Nowadays, while trying to find investment candidates many of them inevitably come from emerging markets. This is not a coincidence. The U.S. market outperformance versus emerging markets has meant that many of the best growth/valuation/ safety compromises are often found outside of the U.S. markets. This outperformance has been extreme:
Source: Yahoo Finance
When considering investment candidates outside of the US markets, especially in countries having their own currencies, a new factor emerges. No longer do you just have to consider the fundamentals of the companies you’re looking into. You also have to consider the fundamentals of the countries where those companies operate in.
This article seeks to do just that. I’ll do a quick appraisal on how some of the most important economic aggregates compare, between Brazil, Russia and China. Here we go…
Source: TradingEconomics.com. China in billion RMB, others in million USD.
All of the countries under consideration run significant trade surpluses. China is the overall champion, though the Russian trade surplus is also massive, especially versus its own population.
China has a more diversified and higher valued added export economy. Russia and Brazil are highly reliant on selling commodities. Russia is particularly exposed to energy exports (crude, natural gas).
Brazil has trouble putting its current account solidly in the black, in spite of a favorable trade balance. This is so because the services balance is unfavorable, as is primary income - due to large external debt and a negative income balance between investments abroad and foreigner's investments in Brazil. The exploding government debt and high interest rates make this harder still.
China and Russia have massively comfortable current accounts.
Russia is showing extremely good fiscal management. It runs a sizable government surplus now, and has been addressing long-term liabilities like pensions and pension age thresholds. Of course, Russia's budget is sensitive to energy prices and volumes, so its revenues are higher risk than Brazil's or China's, thus requiring better management. Still, Russia is by far the best positioned here.
China has seen some deterioration in its fiscal balance.
Brazil is on an unsustainable track, when it comes to government finances.
Again, Russia shows extremely good management and presents extremely low government debt levels. Between its government deficit and government debt levels, Russia is arguably one of the best fiscally managed countries in the world right now. It's not the lowest risk because of energy exposure, though.
On account of its successive and growing fiscal deficits, China has seen an increase in its government debt levels. These levels remain comparatively low, internationally.
As for Brazil, both the trajectory and levels of government debt look unsustainable. Although 77% of GDP in government debt might seem within levels seen elsewhere in developed countries, those countries pay much lower interest rates.

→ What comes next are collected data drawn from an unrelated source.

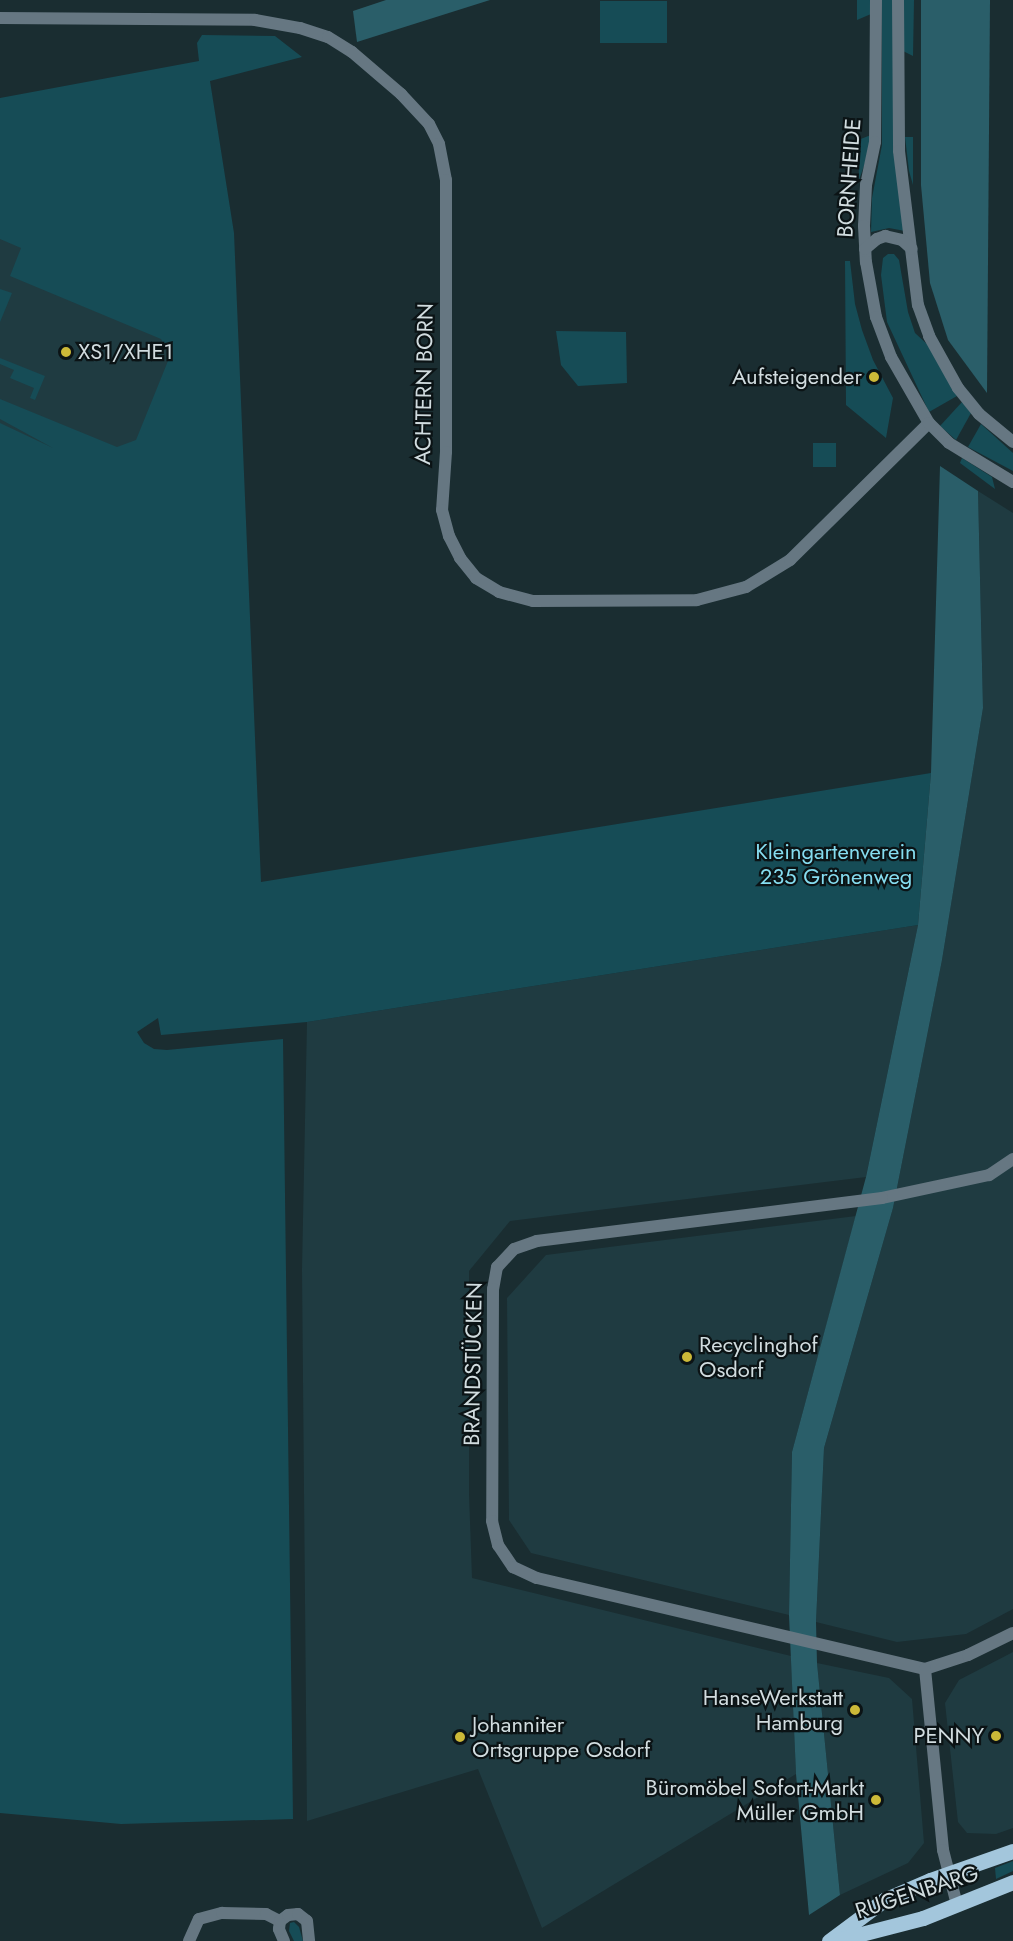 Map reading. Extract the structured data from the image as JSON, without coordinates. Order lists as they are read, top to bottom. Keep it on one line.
{"streets":{"main road":["RUGENBARG"],"street":["BORNHEIDE","ACHTERN BORN","BRANDSTÜCKEN"]},"crossings":[["BORNHEIDE","ACHTERN BORN"]],"parks":["Kleingartenverein 235 Grönenweg"],"places":["XS1/XHE1","Aufsteigender","Recyclinghof Osdorf","HanseWerkstatt Hamburg","PENNY","Johanniter Ortsgruppe Osdorf","Büromöbel Sofort-Markt Müller GmbH"]} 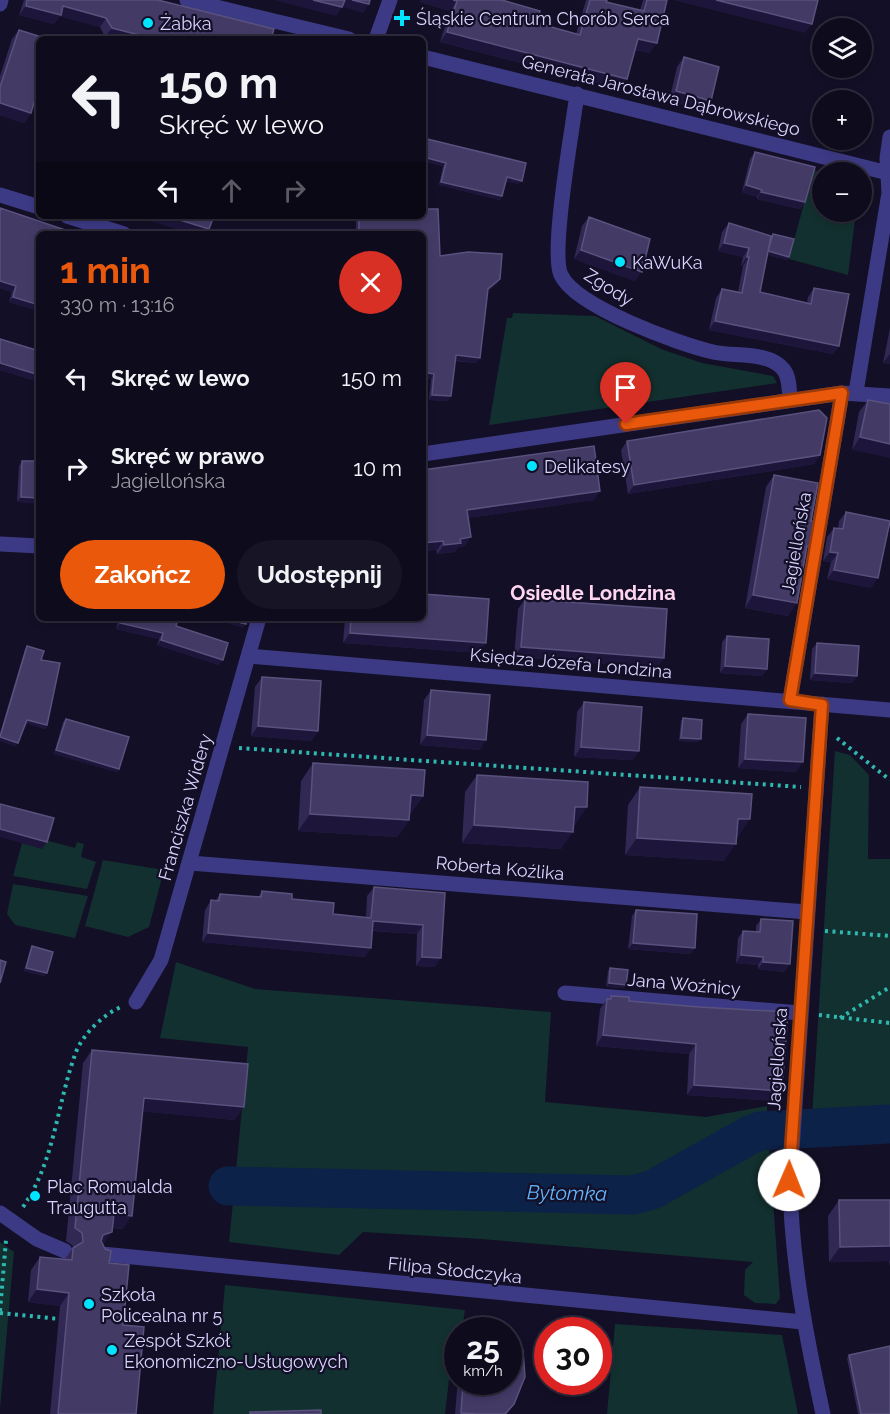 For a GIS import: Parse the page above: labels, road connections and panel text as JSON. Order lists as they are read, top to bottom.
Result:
{
  "streets": {
    "street": [
      "Generała Jarosława Dąbrowskiego",
      "Zgody",
      "Jagiellońska",
      "Księdza Józefa Londzina",
      "Franciszka Widery",
      "Roberta Koźlika",
      "Jana Woźnicy",
      "Filipa Słodczyka"
    ]
  },
  "crossings": [
    ["Generała Jarosława Dąbrowskiego", "Zgody"],
    ["Generała Jarosława Dąbrowskiego", "Jagiellońska"],
    ["Jagiellońska", "Księdza Józefa Londzina"],
    ["Jagiellońska", "Roberta Koźlika"],
    ["Jagiellońska", "Jana Woźnicy"],
    ["Jagiellońska", "Filipa Słodczyka"],
    ["Księdza Józefa Londzina", "Franciszka Widery"],
    ["Franciszka Widery", "Roberta Koźlika"]
  ],
  "districts": ["Osiedle Londzina"],
  "water": ["Bytomka"],
  "places": {
    "health": ["Śląskie Centrum Chorób Serca"],
    "other": [
      "Żabka",
      "KaWuKa",
      "Delikatesy",
      "Plac Romualda Traugutta",
      "Szkoła Policealna nr 5",
      "Zespół Szkół Ekonomiczno-Usługowych"
    ]
  },
  "page": {
    "map_buttons": ["+", "−"],
    "turn": ["150 m", "Skręć w lewo"],
    "heading": ["1 min", "330 m · 13:16"],
    "list": [
      {
        "name": "Skręć w lewo",
        "value": "150 m"
      },
      {
        "name": "Skręć w prawo",
        "note": "Jagiellońska",
        "value": "10 m"
      }
    ],
    "buttons": ["Zakończ", "Udostępnij"],
    "speed": "25 km/h",
    "limit": "30"
  }
}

At the interest rate levels paid by Brazil, these debt levels ought to be unsustainable.
Inflation looks controlled in all of the countries, in spite of it being higher in Russia and Brazil, and much lower in China.
It looks controlled in Russia and Brazil because the higher inflation was provoked by imported inflation through foreign exchange rate movements. In Russia, there was also an increase in VAT (Value Added Taxes). Both effects look transitory.
However, Brazil's inflation might go out of control. Since its government debt and fiscal deficit both look unsustainable, a course of monetary inflation might take place at any moment.
In spite of showing declining growth, China is still the growth champion.
Russia comes in second. Russia has a large room for higher debt levels as well, which could prompt further growth. On the other hand, Russia has significant energy exposure which can at any moment impact growth. Longer term, Russia's demographics are a headwind for growth.
Brazil's growth is, surprisingly, below Russia's. And this is in spite of massive fiscal stimulus (as seen through the massive fiscal deficit). Were the Brazilian government to show more fiscal restraint in its spending, Brazil would initially see a significant negative impact to growth.
Interest Rates (Benchmark)
Russia has the highest benchmark interest rates, mostly as a function of successive speculative/sanctions attacks on its currency, leading to imported inflation. These now stand at 7.75%. Arguably, as inflation rolls over from the VAT and currency effects, Russia will have room to lower these rates. This could favor growth as well as valuation for Russian assets.
Brazil has a lower, but arguably more deserving of the high level, benchmark rate. I say this because Brazil's finances in general are in a sorry state.
China has a low benchmark rate within this group, but still relatively high internationally.
Interest Rates (10-Year)
Brazil and Russia have very high 10-year interest rates.
Brazil's rates are warranted given the risk imposed by an out-of-control budget and likely unsustainable government debt levels.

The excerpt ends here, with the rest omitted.